Kenny Walter is an editor with HCPLive. Prior to joining MJH Life Sciences in 2019, he worked as a digital reporter covering nanotechnology, life sciences, material science and more with R&D Magazine. He graduated with a degree in journalism from Temple University in 2008 and began his career as a local reporter for a chain of weekly newspapers based on the Jersey shore. When not working, he enjoys going to the beach and enjoying the shore in the summer and watching North Carolina Tar Heel basketball in the winter.
Younger individuals and those with specific sickle cell genotypes led to earlier predictions for fetal risk of sickle cell disease.
Using a new sickle cell disease (SCD) predicative model, researchers have developed a way to forecast high risk pregnant women for adverse events, as well as for fetal outcomes.
A team, led by A. Kinga Malinowski, MD, Department of Obstetrics and Gynaecology, Division of Maternal-Fetal Medicine, Mount Sinai Hospital, identified the risk factors for adverse outcomes in pregnancies of women with sickle cell disease to develop better risk prediction models.
“Our present data indicate that most pregnancies in women with SCD are affected by an adverse maternal event, while an adverse fetal event is encountered in almost half,” the authors wrote. “Risk of the former can be predicted by presence of low first-trimester hemoglobin, admission-requiring VOE in the year before pregnancy, multiple transfusions before pregnancy, HbSS/HbSβ0-thalassaemia genotype and history of maternal cardiac complications.”
There is a lack of studies credibly identifying the risk factors for pregnancy-related complications in women with sickle cell disease.

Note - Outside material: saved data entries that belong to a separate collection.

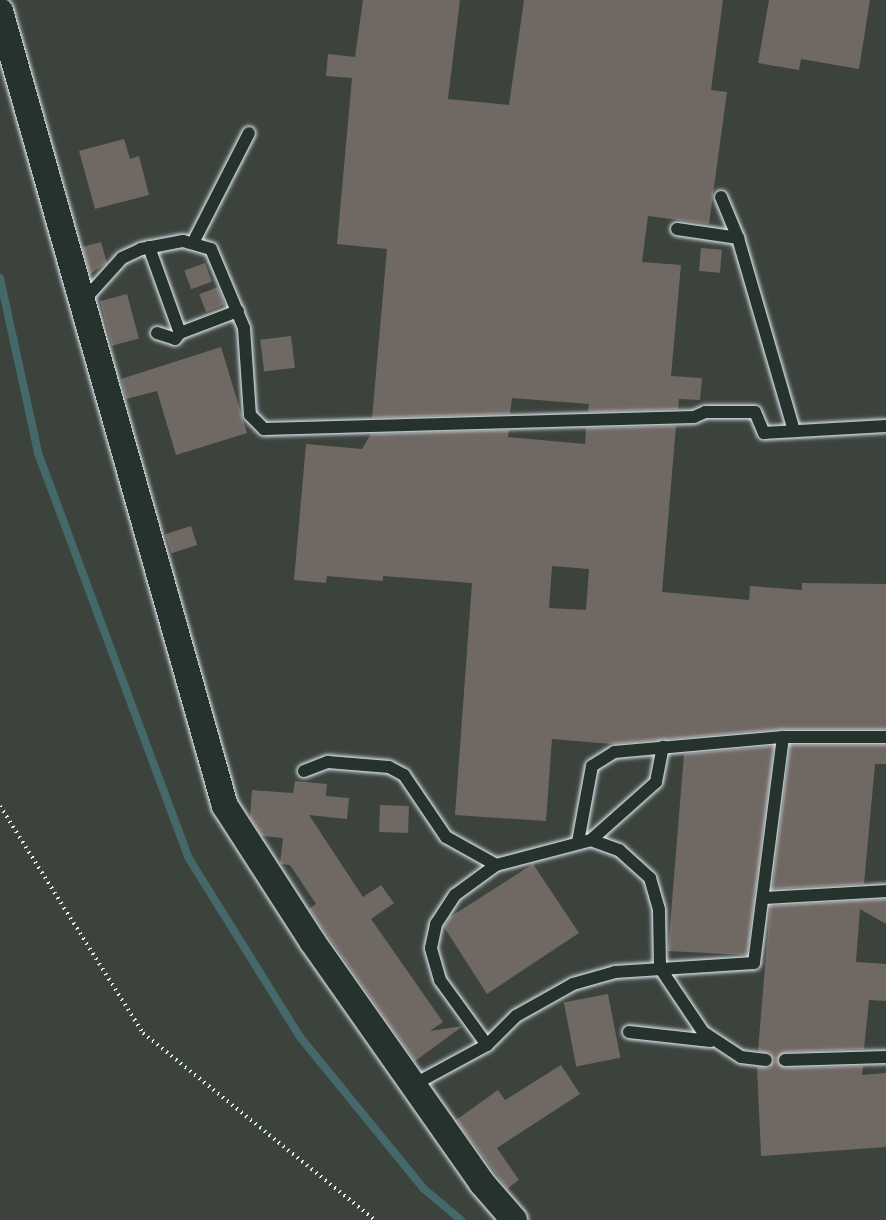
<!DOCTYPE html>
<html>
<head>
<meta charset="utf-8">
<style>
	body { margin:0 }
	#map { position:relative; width:886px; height:1220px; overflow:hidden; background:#3c433d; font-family:Kalam,sans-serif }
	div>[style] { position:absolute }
	.stream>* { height:8px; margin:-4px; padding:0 4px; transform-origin:4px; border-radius:4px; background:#45686b }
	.building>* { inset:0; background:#706863; transform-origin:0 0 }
	.path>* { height:4px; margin-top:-2px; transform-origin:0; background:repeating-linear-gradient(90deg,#e8f1f8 0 1.5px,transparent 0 6px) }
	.roads { filter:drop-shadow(0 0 2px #e8f1f8) drop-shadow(0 0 2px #e8f1f8) }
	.service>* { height:12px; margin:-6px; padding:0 6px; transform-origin:6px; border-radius:6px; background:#26332d }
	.minor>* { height:26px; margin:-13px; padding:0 13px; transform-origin:13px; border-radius:13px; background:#26332d }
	span { translate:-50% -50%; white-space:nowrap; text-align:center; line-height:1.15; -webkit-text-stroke:4.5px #26332d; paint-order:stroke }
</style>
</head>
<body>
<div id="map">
	<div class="stream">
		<i style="left:0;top:278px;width:179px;rotate:77.7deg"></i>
		<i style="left:38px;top:453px;width:431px;rotate:69.6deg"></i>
		<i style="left:188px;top:857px;width:212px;rotate:58.1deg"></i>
		<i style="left:300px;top:1037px;width:195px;rotate:50.8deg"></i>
		<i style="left:423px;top:1188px;width:50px;rotate:40.1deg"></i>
	</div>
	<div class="building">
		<i style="clip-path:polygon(363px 0,460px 0,448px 99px,509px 105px,524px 0,723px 0,711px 90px,727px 92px,709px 224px,648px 216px,642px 262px,681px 265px,671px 376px,702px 378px,700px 400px,679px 399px,678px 409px,588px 412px,589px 404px,512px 398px,510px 414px,372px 418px,387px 249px,337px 244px,352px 78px,326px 76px,328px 54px,355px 57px)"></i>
		<i style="clip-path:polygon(769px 0,870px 0,859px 69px,801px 59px,799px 70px,758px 63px)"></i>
		<i style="clip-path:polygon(124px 139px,130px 159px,139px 156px,149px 195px,95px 209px,79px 151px)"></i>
		<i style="clip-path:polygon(101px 242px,107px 263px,90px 274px,82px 247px)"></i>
		<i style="left:701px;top:248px;width:21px;height:23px;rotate:5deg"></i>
		<i style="left:205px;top:263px;width:20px;height:22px;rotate:70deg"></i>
		<i style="left:218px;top:287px;width:19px;height:20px;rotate:69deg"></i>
		<i style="left:127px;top:294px;width:46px;height:28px;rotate:75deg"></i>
		<i style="left:291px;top:336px;width:32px;height:31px;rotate:83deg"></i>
		<i style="clip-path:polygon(221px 347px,247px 433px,176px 455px,157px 391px,126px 399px,121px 379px)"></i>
		<i style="clip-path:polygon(evenodd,676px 426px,662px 592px,749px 600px,750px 586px,802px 590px,802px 583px,886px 584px,886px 729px,782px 729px,612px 744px,552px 739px,546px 821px,455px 815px,472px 583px,383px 576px,383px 581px,327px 576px,326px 583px,294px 580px,306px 444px,362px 449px,371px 434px,509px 430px,508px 437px,585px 444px,586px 428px,676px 426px,552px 566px,589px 569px,586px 610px,549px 608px,552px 566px)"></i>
		<i style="left:191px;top:526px;width:20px;height:27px;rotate:72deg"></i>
		<i style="clip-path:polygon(790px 745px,886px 745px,886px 764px,875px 764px,864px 884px,772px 889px)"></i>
		<i style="clip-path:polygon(774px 746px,747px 955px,668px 951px,684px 754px)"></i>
		<i style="clip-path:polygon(295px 781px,327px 784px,326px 796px,349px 798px,347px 819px,309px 815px,363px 897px,381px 885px,394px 903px,371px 919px,443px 1022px,430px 1031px,463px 1026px,415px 1061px,309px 909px,316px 904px,290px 865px,280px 864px,283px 838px,262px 836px,250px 817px,252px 790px,293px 793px)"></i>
		<i style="left:380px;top:805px;width:29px;height:27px;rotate:2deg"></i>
		<i style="clip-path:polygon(533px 864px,579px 933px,487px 994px,444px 927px,450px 917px)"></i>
		<i style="clip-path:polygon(886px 899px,886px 924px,860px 909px,856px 962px,886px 964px,886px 1001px,869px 1000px,864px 1049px,785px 1052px,777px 1060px,785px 1068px,863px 1066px,862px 1075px,886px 1073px,886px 1147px,761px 1156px,757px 1067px,769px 1068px,774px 1060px,770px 1053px,758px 1051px,770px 906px)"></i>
		<i style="left:608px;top:994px;width:65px;height:45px;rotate:79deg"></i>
		<i style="clip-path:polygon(561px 1065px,580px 1094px,497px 1148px,519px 1180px,507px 1189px,456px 1120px,498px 1090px,505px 1100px)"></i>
	</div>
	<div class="path">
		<i style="left:0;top:806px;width:268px;rotate:57.8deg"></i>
		<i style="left:143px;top:1033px;width:298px;rotate:38.9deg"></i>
	</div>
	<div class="roads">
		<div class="service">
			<i style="left:721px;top:197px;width:44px;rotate:67.5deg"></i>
			<i style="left:677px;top:229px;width:62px;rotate:8.4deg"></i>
			<i style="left:738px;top:238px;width:201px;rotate:73.8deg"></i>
			<i style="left:194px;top:241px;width:121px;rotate:-63deg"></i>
			<i style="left:149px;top:247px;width:91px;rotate:70.2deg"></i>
			<i style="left:180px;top:333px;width:62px;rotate:-20.8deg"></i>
			<i style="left:85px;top:299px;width:55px;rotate:-47.9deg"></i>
			<i style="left:122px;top:258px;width:21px;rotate:-25deg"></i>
			<i style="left:141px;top:249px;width:43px;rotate:-10.8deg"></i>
			<i style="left:183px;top:241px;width:29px;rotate:16deg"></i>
			<i style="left:211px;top:249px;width:86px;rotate:67.3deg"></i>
			<i style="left:244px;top:328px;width:87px;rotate:86.1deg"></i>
			<i style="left:250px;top:415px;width:20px;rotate:45deg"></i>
			<i style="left:264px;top:429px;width:430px;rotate:-1.6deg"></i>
			<i style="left:694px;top:417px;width:12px;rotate:-24deg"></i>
			<i style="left:705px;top:412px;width:50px"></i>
			<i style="left:755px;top:412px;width:23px;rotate:67deg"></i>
			<i style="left:764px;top:433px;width:122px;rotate:-3.3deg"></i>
			<i style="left:157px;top:333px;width:19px;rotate:18deg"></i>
			<i style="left:175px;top:339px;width:8px;rotate:-50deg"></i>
			<i style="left:304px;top:771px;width:26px;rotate:-21deg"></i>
			<i style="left:328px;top:762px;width:61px;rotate:4.7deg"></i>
			<i style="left:389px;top:767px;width:17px;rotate:28deg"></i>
			<i style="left:404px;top:775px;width:75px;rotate:55.9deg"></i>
			<i style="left:446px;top:837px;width:57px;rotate:29.2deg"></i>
			<i style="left:591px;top:840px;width:87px;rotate:-41.7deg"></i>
			<i style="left:656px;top:782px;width:36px;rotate:-79deg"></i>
			<i style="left:578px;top:842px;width:77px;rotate:-79.6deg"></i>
			<i style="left:592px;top:766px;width:26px;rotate:-32deg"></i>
			<i style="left:614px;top:752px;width:170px;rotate:-5.1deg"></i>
			<i style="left:783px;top:737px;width:103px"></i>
			<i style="left:766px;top:898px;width:120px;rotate:-3.3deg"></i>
			<i style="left:629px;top:1032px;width:82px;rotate:6.3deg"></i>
			<i style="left:487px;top:1045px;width:80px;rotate:-125.9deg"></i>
			<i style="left:440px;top:980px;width:33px;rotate:-106deg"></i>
			<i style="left:431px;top:948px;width:25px;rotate:-78deg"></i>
			<i style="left:436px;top:924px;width:35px;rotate:-57deg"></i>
			<i style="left:455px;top:895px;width:51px;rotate:-36.2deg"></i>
			<i style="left:496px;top:865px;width:98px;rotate:-14.7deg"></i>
			<i style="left:591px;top:840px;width:30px;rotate:20deg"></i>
			<i style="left:619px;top:850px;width:42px;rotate:42.1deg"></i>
			<i style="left:650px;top:878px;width:33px;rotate:74deg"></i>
			<i style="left:659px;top:910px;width:58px;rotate:89deg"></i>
			<i style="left:660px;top:968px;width:77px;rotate:56.1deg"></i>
			<i style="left:703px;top:1032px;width:45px;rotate:33.3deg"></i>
			<i style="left:741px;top:1057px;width:25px;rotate:7deg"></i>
			<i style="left:785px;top:1060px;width:101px;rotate:-1.7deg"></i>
			<i style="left:413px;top:1085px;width:84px;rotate:-28.4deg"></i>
			<i style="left:487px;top:1045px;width:41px;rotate:-45deg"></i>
			<i style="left:516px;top:1016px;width:65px;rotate:-29.3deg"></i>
			<i style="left:573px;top:984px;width:44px;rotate:-15.9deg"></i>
			<i style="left:615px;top:972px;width:139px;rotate:-3.7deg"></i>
			<i style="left:754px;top:963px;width:228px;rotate:-82.7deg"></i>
		</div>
		<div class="minor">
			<i style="left:0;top:11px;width:826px;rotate:74.2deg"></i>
			<i style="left:225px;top:806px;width:161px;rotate:57.2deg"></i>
			<i style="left:312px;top:941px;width:296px;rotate:54.9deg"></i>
			<i style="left:482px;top:1183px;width:49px;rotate:49.1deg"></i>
		</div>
	</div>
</div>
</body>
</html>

In addition, the current stable of interventions carry inherent risks for the patients.
The models were created from a retrospective cohort of pregnant women treated and delivered at the Mount Sinai Hospital in Toronto with sickle cell disease, with the researchers using generalized estimating equation logistic regression with clustering by woman.
Sickle cell disease was established by hemoglobin electrophoresis, with confirmation by genetic analysis when the diagnosis was unclear and patients with HbSS and HbS/β0-thalassaemia were analyzed together, as were individuals with HbSC and HbS/β+-thalassaemia.
The researchers first noted adverse maternal and fetal events during pregnancy.
Maternal events consisted of acute anemia, cardiac, pulmonary, hepatobiliary, musculoskeletal, skin, splenic, neurological or renal complications, multi-organ failure, venous thromboembolism, admission-requiring vaso-occlusive events (VOE), red cell transfusion, mortality or hypertensive disorder of pregnancy.
The researchers identified fetal events, including preterm birth, small-for-gestational-age, and perinatal mortality.
There was a total of 199 pregnancies included in the study, 71% and 45% of which resulted in adverse maternal and fetal outcomes respectively.
The best predictors of maternal risk included low first-trimester hemoglobin, admission-requiring VOE in the year prior to the pregnancy, multiple transfusions prior to pregnancy, sickle cell disease genotype, and previous cardiac complications.
They also found younger age and sickle cell genotype allowed for earlier prediction of fetal risk and adding maternal events and high lactate dehydrogenase enabled the re-assessment of fetal risk with advancing gestation.
The 2 models were well calibrated and moderately discriminative for maternal outcome (c-statistic 0·81, cross-validated value 0·79) and fetal outcome (model-F1 c-statistic 0.68, cross-validated value 0.65; model-F2 c-statistic 0.72, cross-validated value 0.68).
“The models will allow early identification of women with SCD at high risk of adverse events, permitting early targeted interventions and ongoing fetal risk re-assessment enabling intensification of surveillance and optimization of delivery timing,” the authors wrote.
The study, “Distinct maternal and fetal pregnancy outcomes in women with sickle cell disease can be predicted using routine clinical and laboratory data,” was published online in the British Journal of Haematology.